The Predictive Value of Guangzhou Panel for Recurrence in Early-stage Colorectal Cancer

This study aims to evaluate the predictive value of a four-gene methylation assay called Guangzhou Panel in early-stage colorectal cancer. Patients will be divided into two groups: high risk group and low risk group. The primary endpoint is 5 year disease free survival (DFS).

Study Overview

• Status: Not yet recruiting
• Conditions: Colorectal Neoplasms
• Intervention / Treatment: Other: DNA methylation detection

Detailed Description

The current risk stratification system defined by clinicopathological features does not identify the risk of disease recurrence in patients with early-stage colorectal cancer (CRC) with optimal accuracy. The investigators aimed to investigate whether the epigenetic alterations could serve as novel prognostic biomarkers that would improve the accuracy of the current primary tumor, regional nodes, metastasis (TNM) staging system.

In the current study, the Investigators have analyzed the genome-wide methylation status of cytosine-phosphate-guanosine (CpG) sites using Infinium MethylationEPIC array in primary tumor and adjacent normal samples from 23 recurrent and 22 recurrence-free stage I and II CRC patients to identify potential methylation markers for disease-free survival (DFS). The prognostic value of the candidate biomarkers has been evaluated in a training cohort (n=174) and an independent validation cohort (n=267), and is to be validated in a prospective cohort (estimated n=287).

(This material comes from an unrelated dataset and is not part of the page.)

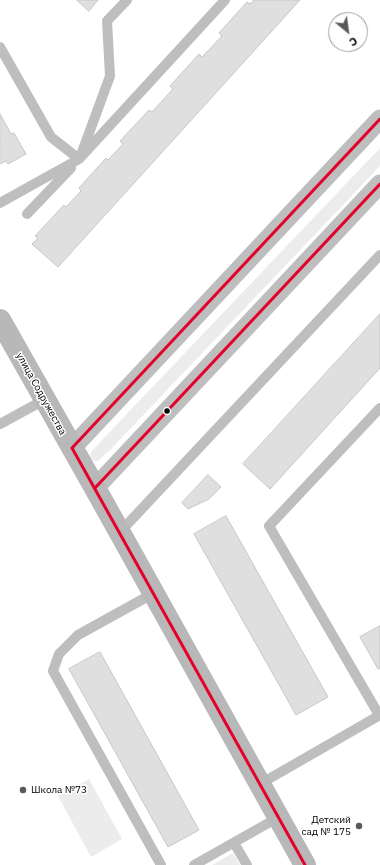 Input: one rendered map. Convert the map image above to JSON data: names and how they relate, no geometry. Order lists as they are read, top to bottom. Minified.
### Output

Comprehensive data analysis identified a subset of methylated CpG loci that associated with a high risk of recurrence. Methylated CpGs in four genes were significantly associated with DFS in multivariate analysis in both training and validation cohort. Moreover, Hypermethylated Genes Counts panel using these four markers showed a higher prognostic value than any clinicopathological factor, current molecular biomarkers or single methylated CpG marker alone in the training and validation cohorts. This four-gene methylation assay is defined as Guangzhou Panel.

The investigators aim to conduct a prospective observational study to evaluate the predictive value of Guangzhou Panel in early-stage colorectal cancer. A total of 287 patients with pathologically verified stage I-II CRC and underwent surgical resection are expected to be recruited in our study. These patients will be divided into high-risk group and low-risk group and will be followed up at least 5 years. The primary endpoint is 5-year disease free survival (DFS). The prognostic strength of candidate biomarkers was adjusted in multivariate Cox regression models including multiple biomarkers and clinicopathologic variables.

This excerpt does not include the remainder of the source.